Prompt: Every entry should be transcribed word for word, so that nothing is missing.

Recorded data:

..............................

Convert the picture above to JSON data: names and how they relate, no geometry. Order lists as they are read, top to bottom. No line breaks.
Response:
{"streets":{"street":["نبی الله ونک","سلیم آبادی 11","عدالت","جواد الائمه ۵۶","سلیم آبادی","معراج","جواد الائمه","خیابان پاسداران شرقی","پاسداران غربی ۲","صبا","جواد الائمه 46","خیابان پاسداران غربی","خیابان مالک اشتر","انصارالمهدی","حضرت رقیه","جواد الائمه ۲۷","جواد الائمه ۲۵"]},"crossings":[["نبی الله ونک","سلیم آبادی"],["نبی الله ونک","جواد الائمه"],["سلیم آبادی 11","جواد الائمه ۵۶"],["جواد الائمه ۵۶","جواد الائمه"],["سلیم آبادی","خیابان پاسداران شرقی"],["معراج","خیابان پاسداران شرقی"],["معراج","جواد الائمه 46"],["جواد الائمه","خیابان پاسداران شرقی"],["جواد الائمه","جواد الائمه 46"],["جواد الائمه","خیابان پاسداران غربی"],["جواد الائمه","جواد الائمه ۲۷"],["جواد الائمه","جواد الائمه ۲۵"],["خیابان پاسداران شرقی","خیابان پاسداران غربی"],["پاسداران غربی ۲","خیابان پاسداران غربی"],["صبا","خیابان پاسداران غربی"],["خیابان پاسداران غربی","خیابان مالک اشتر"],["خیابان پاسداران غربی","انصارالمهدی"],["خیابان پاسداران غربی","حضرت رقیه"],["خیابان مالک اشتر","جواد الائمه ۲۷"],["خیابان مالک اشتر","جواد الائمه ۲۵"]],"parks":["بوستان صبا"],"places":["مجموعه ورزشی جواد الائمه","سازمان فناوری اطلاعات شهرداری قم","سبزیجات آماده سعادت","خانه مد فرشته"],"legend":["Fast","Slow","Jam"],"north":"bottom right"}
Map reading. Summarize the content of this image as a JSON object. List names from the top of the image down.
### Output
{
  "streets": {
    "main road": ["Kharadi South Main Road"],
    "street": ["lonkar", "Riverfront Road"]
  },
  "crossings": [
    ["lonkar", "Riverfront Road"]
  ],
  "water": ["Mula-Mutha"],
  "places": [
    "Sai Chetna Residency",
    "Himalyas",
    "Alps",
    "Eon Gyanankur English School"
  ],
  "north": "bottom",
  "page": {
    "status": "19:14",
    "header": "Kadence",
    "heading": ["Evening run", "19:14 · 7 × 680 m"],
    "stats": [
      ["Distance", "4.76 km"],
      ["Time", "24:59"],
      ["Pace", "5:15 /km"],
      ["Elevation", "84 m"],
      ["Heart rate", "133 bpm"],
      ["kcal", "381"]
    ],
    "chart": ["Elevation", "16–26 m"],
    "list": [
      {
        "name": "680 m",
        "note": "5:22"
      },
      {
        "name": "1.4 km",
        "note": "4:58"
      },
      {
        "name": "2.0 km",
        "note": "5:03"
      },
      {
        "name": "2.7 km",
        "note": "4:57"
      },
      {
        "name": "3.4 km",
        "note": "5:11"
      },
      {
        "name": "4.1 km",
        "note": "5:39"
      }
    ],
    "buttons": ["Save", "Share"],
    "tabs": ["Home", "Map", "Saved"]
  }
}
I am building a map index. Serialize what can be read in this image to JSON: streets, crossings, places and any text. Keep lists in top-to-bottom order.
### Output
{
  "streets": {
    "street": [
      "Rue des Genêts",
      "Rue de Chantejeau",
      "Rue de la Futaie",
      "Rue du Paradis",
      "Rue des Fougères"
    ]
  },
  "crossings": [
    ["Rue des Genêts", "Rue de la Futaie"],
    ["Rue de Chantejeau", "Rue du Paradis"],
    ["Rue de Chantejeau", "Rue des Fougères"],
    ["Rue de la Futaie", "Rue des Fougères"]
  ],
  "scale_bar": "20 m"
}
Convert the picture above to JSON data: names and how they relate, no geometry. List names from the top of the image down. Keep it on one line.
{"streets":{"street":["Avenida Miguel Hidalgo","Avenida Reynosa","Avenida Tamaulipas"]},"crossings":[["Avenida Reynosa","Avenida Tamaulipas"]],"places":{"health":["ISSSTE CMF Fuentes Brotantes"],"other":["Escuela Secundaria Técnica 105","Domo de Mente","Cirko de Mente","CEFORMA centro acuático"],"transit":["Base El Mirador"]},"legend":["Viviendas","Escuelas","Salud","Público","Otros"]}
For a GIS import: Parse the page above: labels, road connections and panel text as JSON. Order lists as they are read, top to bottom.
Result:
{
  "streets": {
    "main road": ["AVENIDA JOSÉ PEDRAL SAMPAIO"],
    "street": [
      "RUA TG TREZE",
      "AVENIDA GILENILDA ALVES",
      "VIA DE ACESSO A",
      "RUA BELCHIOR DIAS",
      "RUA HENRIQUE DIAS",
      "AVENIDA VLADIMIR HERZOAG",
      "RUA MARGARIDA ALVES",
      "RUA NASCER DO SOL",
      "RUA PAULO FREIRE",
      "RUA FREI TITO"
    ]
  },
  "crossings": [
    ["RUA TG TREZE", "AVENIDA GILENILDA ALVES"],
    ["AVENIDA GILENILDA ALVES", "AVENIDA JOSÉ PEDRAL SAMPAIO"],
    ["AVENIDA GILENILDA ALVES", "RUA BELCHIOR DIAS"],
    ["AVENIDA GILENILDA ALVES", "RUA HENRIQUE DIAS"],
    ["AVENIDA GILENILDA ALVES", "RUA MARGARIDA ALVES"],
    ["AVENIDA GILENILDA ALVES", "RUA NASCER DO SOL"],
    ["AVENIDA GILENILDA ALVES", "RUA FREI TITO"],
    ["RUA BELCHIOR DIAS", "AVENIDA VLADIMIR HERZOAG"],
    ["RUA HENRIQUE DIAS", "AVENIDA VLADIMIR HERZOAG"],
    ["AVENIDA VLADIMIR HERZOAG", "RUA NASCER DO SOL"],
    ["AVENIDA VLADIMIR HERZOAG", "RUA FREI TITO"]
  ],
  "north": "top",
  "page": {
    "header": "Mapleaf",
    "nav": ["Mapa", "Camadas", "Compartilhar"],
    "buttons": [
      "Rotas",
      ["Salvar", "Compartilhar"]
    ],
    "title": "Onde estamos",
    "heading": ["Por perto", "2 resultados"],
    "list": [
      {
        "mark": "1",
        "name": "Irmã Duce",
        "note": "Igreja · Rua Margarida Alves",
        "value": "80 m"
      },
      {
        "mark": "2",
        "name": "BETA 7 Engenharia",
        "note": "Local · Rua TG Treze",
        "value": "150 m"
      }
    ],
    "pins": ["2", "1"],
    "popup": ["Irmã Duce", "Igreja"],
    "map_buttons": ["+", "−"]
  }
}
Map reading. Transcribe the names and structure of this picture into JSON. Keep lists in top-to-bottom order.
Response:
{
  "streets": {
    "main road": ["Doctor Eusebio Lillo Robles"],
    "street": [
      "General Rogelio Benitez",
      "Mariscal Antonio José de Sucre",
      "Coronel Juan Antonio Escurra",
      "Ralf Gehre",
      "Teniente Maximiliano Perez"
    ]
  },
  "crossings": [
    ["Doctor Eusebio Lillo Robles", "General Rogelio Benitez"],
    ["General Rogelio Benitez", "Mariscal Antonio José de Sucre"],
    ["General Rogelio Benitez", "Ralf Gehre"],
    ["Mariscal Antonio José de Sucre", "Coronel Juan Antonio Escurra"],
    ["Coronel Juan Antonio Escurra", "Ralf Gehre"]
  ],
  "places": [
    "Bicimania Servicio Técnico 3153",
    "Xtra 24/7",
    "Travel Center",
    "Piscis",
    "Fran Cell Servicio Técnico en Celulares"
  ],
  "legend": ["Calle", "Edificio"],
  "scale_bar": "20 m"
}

..............................

Expected answer:
Convert the picture above to JSON data: names and how they relate, no geometry. Order lists as they are read, top to bottom. No line breaks.
Response:
{"streets":{"street":["نبی الله ونک","سلیم آبادی 11","عدالت","جواد الائمه ۵۶","سلیم آبادی","معراج","جواد الائمه","خیابان پاسداران شرقی","پاسداران غربی ۲","صبا","جواد الائمه 46","خیابان پاسداران غربی","خیابان مالک اشتر","انصارالمهدی","حضرت رقیه","جواد الائمه ۲۷","جواد الائمه ۲۵"]},"crossings":[["نبی الله ونک","سلیم آبادی"],["نبی الله ونک","جواد الائمه"],["سلیم آبادی 11","جواد الائمه ۵۶"],["جواد الائمه ۵۶","جواد الائمه"],["سلیم آبادی","خیابان پاسداران شرقی"],["معراج","خیابان پاسداران شرقی"],["معراج","جواد الائمه 46"],["جواد الائمه","خیابان پاسداران شرقی"],["جواد الائمه","جواد الائمه 46"],["جواد الائمه","خیابان پاسداران غربی"],["جواد الائمه","جواد الائمه ۲۷"],["جواد الائمه","جواد الائمه ۲۵"],["خیابان پاسداران شرقی","خیابان پاسداران غربی"],["پاسداران غربی ۲","خیابان پاسداران غربی"],["صبا","خیابان پاسداران غربی"],["خیابان پاسداران غربی","خیابان مالک اشتر"],["خیابان پاسداران غربی","انصارالمهدی"],["خیابان پاسداران غربی","حضرت رقیه"],["خیابان مالک اشتر","جواد الائمه ۲۷"],["خیابان مالک اشتر","جواد الائمه ۲۵"]],"parks":["بوستان صبا"],"places":["مجموعه ورزشی جواد الائمه","سازمان فناوری اطلاعات شهرداری قم","سبزیجات آماده سعادت","خانه مد فرشته"],"legend":["Fast","Slow","Jam"],"north":"bottom right"}
Map reading. Summarize the content of this image as a JSON object. List names from the top of the image down.
### Output
{
  "streets": {
    "main road": ["Kharadi South Main Road"],
    "street": ["lonkar", "Riverfront Road"]
  },
  "crossings": [
    ["lonkar", "Riverfront Road"]
  ],
  "water": ["Mula-Mutha"],
  "places": [
    "Sai Chetna Residency",
    "Himalyas",
    "Alps",
    "Eon Gyanankur English School"
  ],
  "north": "bottom",
  "page": {
    "status": "19:14",
    "header": "Kadence",
    "heading": ["Evening run", "19:14 · 7 × 680 m"],
    "stats": [
      ["Distance", "4.76 km"],
      ["Time", "24:59"],
      ["Pace", "5:15 /km"],
      ["Elevation", "84 m"],
      ["Heart rate", "133 bpm"],
      ["kcal", "381"]
    ],
    "chart": ["Elevation", "16–26 m"],
    "list": [
      {
        "name": "680 m",
        "note": "5:22"
      },
      {
        "name": "1.4 km",
        "note": "4:58"
      },
      {
        "name": "2.0 km",
        "note": "5:03"
      },
      {
        "name": "2.7 km",
        "note": "4:57"
      },
      {
        "name": "3.4 km",
        "note": "5:11"
      },
      {
        "name": "4.1 km",
        "note": "5:39"
      }
    ],
    "buttons": ["Save", "Share"],
    "tabs": ["Home", "Map", "Saved"]
  }
}
I am building a map index. Serialize what can be read in this image to JSON: streets, crossings, places and any text. Keep lists in top-to-bottom order.
### Output
{
  "streets": {
    "street": [
      "Rue des Genêts",
      "Rue de Chantejeau",
      "Rue de la Futaie",
      "Rue du Paradis",
      "Rue des Fougères"
    ]
  },
  "crossings": [
    ["Rue des Genêts", "Rue de la Futaie"],
    ["Rue de Chantejeau", "Rue du Paradis"],
    ["Rue de Chantejeau", "Rue des Fougères"],
    ["Rue de la Futaie", "Rue des Fougères"]
  ],
  "scale_bar": "20 m"
}
Convert the picture above to JSON data: names and how they relate, no geometry. List names from the top of the image down. Keep it on one line.
{"streets":{"street":["Avenida Miguel Hidalgo","Avenida Reynosa","Avenida Tamaulipas"]},"crossings":[["Avenida Reynosa","Avenida Tamaulipas"]],"places":{"health":["ISSSTE CMF Fuentes Brotantes"],"other":["Escuela Secundaria Técnica 105","Domo de Mente","Cirko de Mente","CEFORMA centro acuático"],"transit":["Base El Mirador"]},"legend":["Viviendas","Escuelas","Salud","Público","Otros"]}
For a GIS import: Parse the page above: labels, road connections and panel text as JSON. Order lists as they are read, top to bottom.
Result:
{
  "streets": {
    "main road": ["AVENIDA JOSÉ PEDRAL SAMPAIO"],
    "street": [
      "RUA TG TREZE",
      "AVENIDA GILENILDA ALVES",
      "VIA DE ACESSO A",
      "RUA BELCHIOR DIAS",
      "RUA HENRIQUE DIAS",
      "AVENIDA VLADIMIR HERZOAG",
      "RUA MARGARIDA ALVES",
      "RUA NASCER DO SOL",
      "RUA PAULO FREIRE",
      "RUA FREI TITO"
    ]
  },
  "crossings": [
    ["RUA TG TREZE", "AVENIDA GILENILDA ALVES"],
    ["AVENIDA GILENILDA ALVES", "AVENIDA JOSÉ PEDRAL SAMPAIO"],
    ["AVENIDA GILENILDA ALVES", "RUA BELCHIOR DIAS"],
    ["AVENIDA GILENILDA ALVES", "RUA HENRIQUE DIAS"],
    ["AVENIDA GILENILDA ALVES", "RUA MARGARIDA ALVES"],
    ["AVENIDA GILENILDA ALVES", "RUA NASCER DO SOL"],
    ["AVENIDA GILENILDA ALVES", "RUA FREI TITO"],
    ["RUA BELCHIOR DIAS", "AVENIDA VLADIMIR HERZOAG"],
    ["RUA HENRIQUE DIAS", "AVENIDA VLADIMIR HERZOAG"],
    ["AVENIDA VLADIMIR HERZOAG", "RUA NASCER DO SOL"],
    ["AVENIDA VLADIMIR HERZOAG", "RUA FREI TITO"]
  ],
  "north": "top",
  "page": {
    "header": "Mapleaf",
    "nav": ["Mapa", "Camadas", "Compartilhar"],
    "buttons": [
      "Rotas",
      ["Salvar", "Compartilhar"]
    ],
    "title": "Onde estamos",
    "heading": ["Por perto", "2 resultados"],
    "list": [
      {
        "mark": "1",
        "name": "Irmã Duce",
        "note": "Igreja · Rua Margarida Alves",
        "value": "80 m"
      },
      {
        "mark": "2",
        "name": "BETA 7 Engenharia",
        "note": "Local · Rua TG Treze",
        "value": "150 m"
      }
    ],
    "pins": ["2", "1"],
    "popup": ["Irmã Duce", "Igreja"],
    "map_buttons": ["+", "−"]
  }
}
Map reading. Transcribe the names and structure of this picture into JSON. Keep lists in top-to-bottom order.
Response:
{
  "streets": {
    "main road": ["Doctor Eusebio Lillo Robles"],
    "street": [
      "General Rogelio Benitez",
      "Mariscal Antonio José de Sucre",
      "Coronel Juan Antonio Escurra",
      "Ralf Gehre",
      "Teniente Maximiliano Perez"
    ]
  },
  "crossings": [
    ["Doctor Eusebio Lillo Robles", "General Rogelio Benitez"],
    ["General Rogelio Benitez", "Mariscal Antonio José de Sucre"],
    ["General Rogelio Benitez", "Ralf Gehre"],
    ["Mariscal Antonio José de Sucre", "Coronel Juan Antonio Escurra"],
    ["Coronel Juan Antonio Escurra", "Ralf Gehre"]
  ],
  "places": [
    "Bicimania Servicio Técnico 3153",
    "Xtra 24/7",
    "Travel Center",
    "Piscis",
    "Fran Cell Servicio Técnico en Celulares"
  ],
  "legend": ["Calle", "Edificio"],
  "scale_bar": "20 m"
}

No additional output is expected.